- The task
The answer must consist of every line from the data that holds "picture".

─── Material shown

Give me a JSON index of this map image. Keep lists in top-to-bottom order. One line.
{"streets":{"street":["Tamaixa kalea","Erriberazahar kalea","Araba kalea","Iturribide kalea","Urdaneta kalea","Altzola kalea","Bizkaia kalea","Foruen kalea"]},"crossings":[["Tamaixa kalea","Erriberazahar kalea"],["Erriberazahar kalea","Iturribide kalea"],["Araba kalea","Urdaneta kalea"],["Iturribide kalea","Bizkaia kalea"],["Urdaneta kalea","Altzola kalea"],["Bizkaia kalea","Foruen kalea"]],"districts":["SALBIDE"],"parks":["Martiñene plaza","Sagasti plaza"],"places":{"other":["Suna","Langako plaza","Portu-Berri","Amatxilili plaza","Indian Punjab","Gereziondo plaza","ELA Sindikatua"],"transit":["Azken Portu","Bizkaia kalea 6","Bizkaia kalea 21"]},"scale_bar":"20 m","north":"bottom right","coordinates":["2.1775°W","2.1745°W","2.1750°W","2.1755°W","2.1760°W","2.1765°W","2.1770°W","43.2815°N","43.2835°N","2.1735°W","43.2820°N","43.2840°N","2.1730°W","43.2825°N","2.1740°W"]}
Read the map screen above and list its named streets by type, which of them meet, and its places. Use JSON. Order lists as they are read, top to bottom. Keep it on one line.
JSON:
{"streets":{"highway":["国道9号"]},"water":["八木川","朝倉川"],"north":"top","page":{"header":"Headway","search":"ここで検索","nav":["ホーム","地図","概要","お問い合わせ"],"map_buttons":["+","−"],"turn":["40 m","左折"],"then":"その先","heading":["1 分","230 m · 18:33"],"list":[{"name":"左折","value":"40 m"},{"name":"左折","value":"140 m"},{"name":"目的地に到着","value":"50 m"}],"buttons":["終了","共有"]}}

──────
─── Material shown

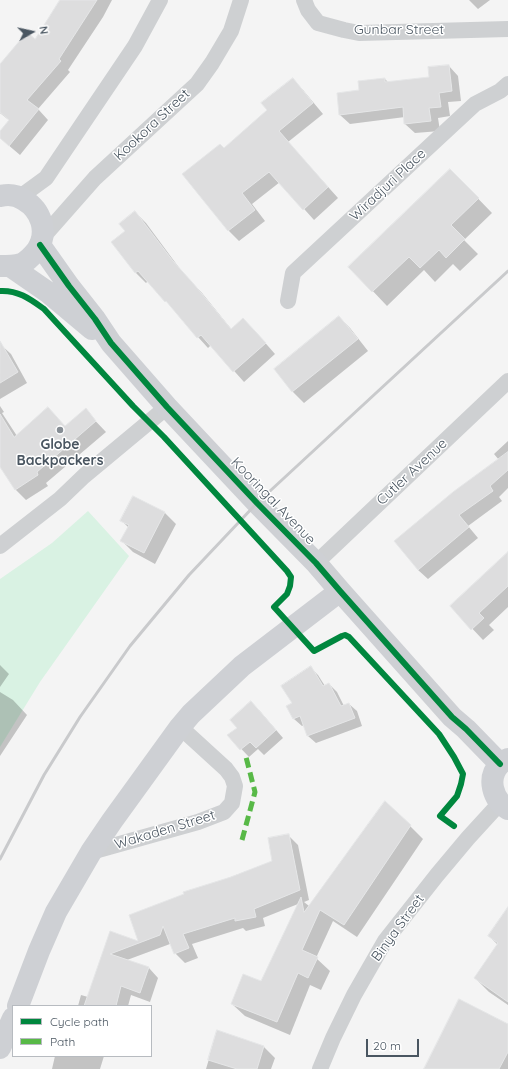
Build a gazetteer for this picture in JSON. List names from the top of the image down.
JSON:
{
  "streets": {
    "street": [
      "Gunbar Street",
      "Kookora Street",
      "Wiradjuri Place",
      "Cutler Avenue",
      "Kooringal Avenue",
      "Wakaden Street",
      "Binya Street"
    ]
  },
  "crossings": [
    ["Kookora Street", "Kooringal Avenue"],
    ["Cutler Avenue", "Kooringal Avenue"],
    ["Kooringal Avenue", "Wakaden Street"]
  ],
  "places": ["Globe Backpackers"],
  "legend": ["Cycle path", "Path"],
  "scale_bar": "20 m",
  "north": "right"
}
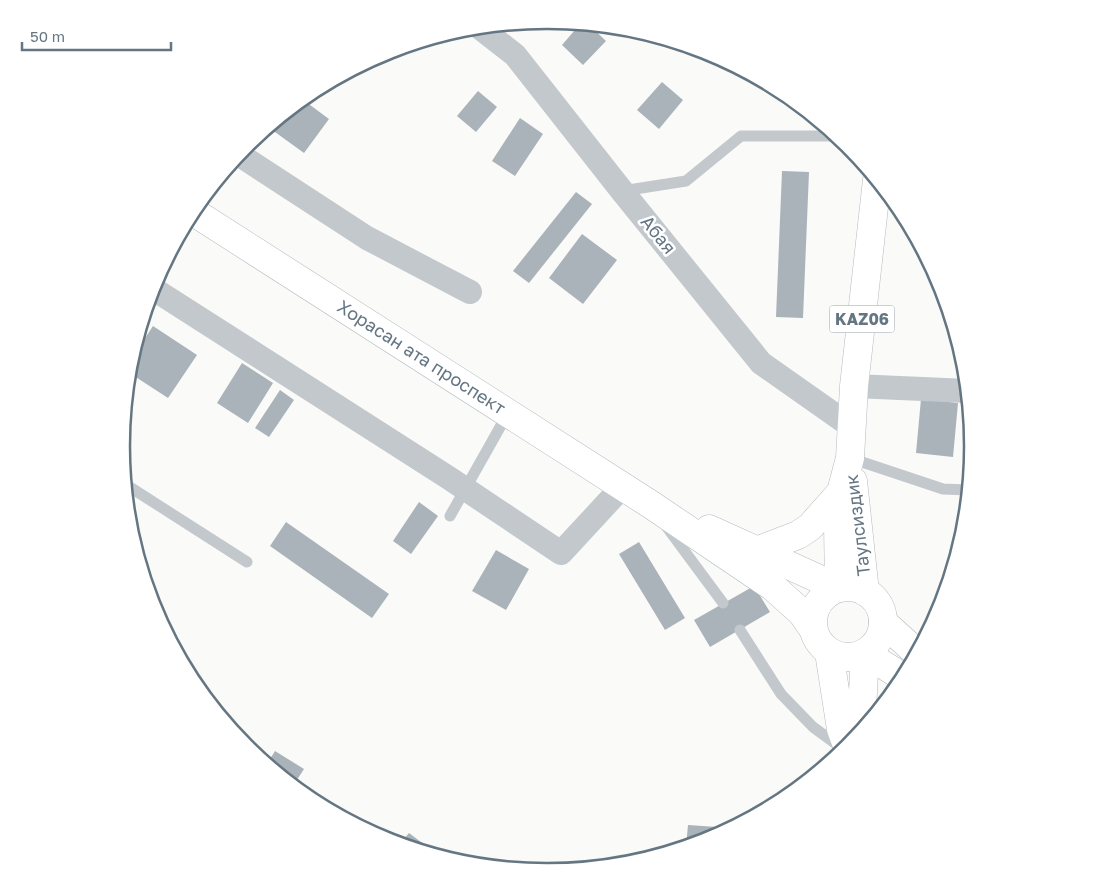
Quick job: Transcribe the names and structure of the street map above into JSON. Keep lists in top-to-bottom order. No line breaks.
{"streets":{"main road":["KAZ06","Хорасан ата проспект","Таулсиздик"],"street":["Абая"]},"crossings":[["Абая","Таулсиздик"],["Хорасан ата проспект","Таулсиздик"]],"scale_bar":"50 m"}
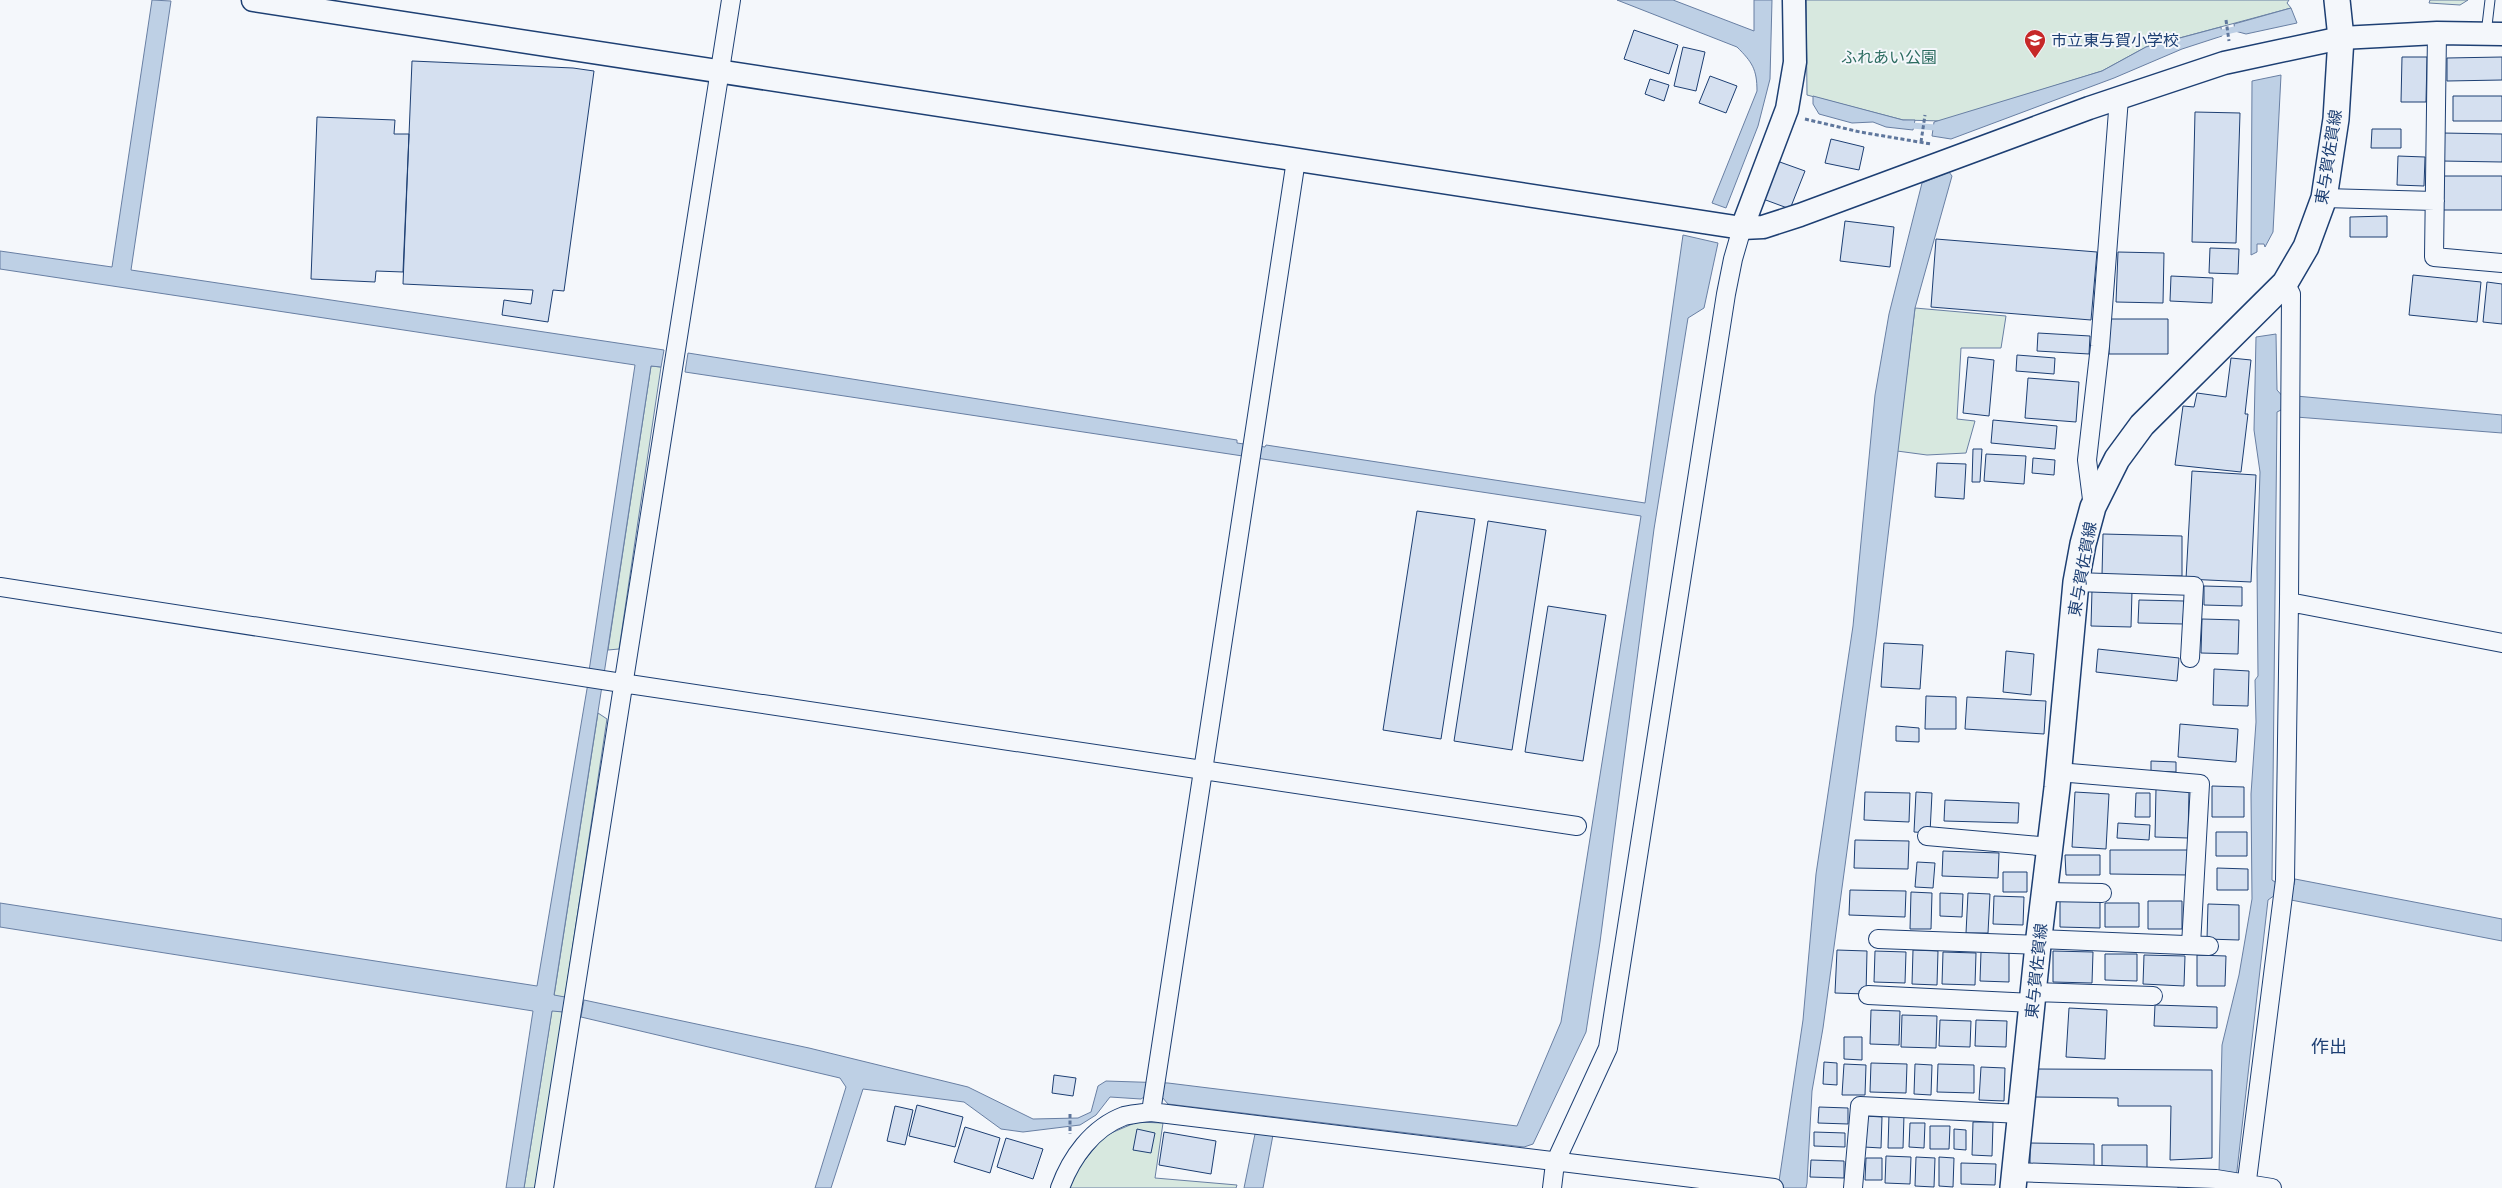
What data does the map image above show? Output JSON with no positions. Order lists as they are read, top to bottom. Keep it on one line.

──────
─── Material shown

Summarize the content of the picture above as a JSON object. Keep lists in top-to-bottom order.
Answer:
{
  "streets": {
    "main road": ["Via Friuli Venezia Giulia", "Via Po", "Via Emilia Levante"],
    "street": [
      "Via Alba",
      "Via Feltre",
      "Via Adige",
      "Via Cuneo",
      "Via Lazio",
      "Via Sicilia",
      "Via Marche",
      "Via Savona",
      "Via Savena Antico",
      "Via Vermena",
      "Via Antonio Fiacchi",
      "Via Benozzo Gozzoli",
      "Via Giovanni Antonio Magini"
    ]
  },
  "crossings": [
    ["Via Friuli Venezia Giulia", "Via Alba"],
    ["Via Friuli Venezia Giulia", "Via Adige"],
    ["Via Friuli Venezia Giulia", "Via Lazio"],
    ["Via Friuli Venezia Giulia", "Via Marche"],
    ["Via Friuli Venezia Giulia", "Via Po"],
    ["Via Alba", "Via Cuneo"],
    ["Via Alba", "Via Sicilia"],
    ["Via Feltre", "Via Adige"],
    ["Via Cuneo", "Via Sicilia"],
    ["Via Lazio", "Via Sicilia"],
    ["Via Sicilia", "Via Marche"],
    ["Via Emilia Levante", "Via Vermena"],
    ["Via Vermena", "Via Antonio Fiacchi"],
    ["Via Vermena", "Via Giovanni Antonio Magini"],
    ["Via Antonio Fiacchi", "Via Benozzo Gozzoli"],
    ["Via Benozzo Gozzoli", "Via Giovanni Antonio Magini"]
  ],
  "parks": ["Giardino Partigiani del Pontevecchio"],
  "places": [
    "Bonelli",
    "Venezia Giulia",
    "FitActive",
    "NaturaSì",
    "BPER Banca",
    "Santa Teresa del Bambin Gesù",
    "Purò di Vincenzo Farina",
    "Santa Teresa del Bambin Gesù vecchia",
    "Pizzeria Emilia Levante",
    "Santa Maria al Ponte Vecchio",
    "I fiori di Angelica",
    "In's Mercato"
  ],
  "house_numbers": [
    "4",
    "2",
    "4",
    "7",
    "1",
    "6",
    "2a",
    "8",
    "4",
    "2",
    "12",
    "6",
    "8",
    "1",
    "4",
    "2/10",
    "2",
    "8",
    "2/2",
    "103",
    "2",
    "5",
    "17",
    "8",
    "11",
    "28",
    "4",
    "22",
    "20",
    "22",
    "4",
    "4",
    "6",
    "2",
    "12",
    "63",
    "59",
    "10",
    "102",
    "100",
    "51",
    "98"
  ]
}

──────

- Completed exercise
Build a gazetteer for this picture in JSON. List names from the top of the image down.
Summarize the content of the picture above as a JSON object. Keep lists in top-to-bottom order.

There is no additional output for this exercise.